A weekend that had to absorb 22 events and nearly 2,000 players still came back to one brutal headline: the Defiler meta is alive, and Bristol belonged to Emperor’s Children. At the Bristol 40K Super Major in Stoke Gifford, England, Eirik Rokne Stensland took the win in a 326-player, nine-round event on May 23, 2026, and did it by making Coterie of the Conceited look far more than a glass-cannon pressure pick.
That matters because Coterie’s strength has always been tied to momentum. Each battle round, the Warlord calls out the units it expects to destroy next turn, and when the quota is met the army banks Pact Points and unlocks stronger army-wide bonuses. In Bristol, that mechanic stopped looking like a flashy win-more gimmick and started looking like a tournament engine. The double-Defiler build behind Stensland’s list gave the detachment staying power, trading control and real board presence instead of relying only on speed and spike damage. Once the Defilers were on the table, the army became much harder to punish in return.
Stensland, who travelled over from Norway, dropped only 26 points across the whole event and claimed his first UKTC super major victory.
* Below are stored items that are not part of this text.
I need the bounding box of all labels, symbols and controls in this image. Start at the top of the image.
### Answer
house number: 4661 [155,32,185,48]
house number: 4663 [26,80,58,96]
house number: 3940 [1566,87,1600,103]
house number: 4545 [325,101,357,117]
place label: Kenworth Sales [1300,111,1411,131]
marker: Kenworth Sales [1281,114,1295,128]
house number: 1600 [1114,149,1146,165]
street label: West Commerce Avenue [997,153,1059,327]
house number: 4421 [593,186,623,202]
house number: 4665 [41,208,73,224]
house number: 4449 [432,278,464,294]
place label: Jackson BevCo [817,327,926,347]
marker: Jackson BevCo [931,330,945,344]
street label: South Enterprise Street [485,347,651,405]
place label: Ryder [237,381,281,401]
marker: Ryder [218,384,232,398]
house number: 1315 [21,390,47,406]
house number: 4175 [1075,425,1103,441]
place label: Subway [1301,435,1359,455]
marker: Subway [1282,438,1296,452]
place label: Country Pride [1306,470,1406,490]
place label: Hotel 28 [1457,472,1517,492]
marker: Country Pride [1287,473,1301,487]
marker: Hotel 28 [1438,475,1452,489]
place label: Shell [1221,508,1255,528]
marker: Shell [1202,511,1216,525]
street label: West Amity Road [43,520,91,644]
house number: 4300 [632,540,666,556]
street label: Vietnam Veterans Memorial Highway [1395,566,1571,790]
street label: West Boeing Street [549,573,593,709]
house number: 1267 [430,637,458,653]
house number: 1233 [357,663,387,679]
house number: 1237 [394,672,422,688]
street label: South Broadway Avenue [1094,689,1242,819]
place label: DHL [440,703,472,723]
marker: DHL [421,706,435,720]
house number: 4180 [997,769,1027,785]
The hall itself was packed with over 330 players from around the world, and the top end of the standings reflected just how narrow the margin for error had become. The Bristol top five finished as Eirik Rokne Stensland with Emperor’s Children, Mani Cheema with Chaos Space Marines, Jon Farrell with Chaos Space Marines, Jonathan Summerfield with Chaos Space Marines, and Ben Jones with Orks.
Cheema’s runner-up finish told the other half of the story. His Chaos Space Marines list stayed undefeated and leaned hard into full Defiler output and critical hits on 5s, a build that UKTC’s coverage said smashed through the field and even cleared a close game against Nassim Fouchane. With three Chaos Space Marine finishes in the top four and Ben Jones’ Orks rounding out the top five, Bristol looked less like a one-off spike and more like a snapshot of where the strongest engines were sitting right now.
The rankings shake-up showed the scale of it even more clearly. Before Bristol, 228 players were already ranked; 107 players entered the rankings afterward. Of the ranked Bristol attendees, 213 climbed and only 12 fell, while more than 95 percent of ranked non-attendees dropped. After a 22-event weekend of giant enemy crabs, the lesson was simple: the lists that could combine Defilers, pressure, and real trading tools were the ones still standing when the dust settled.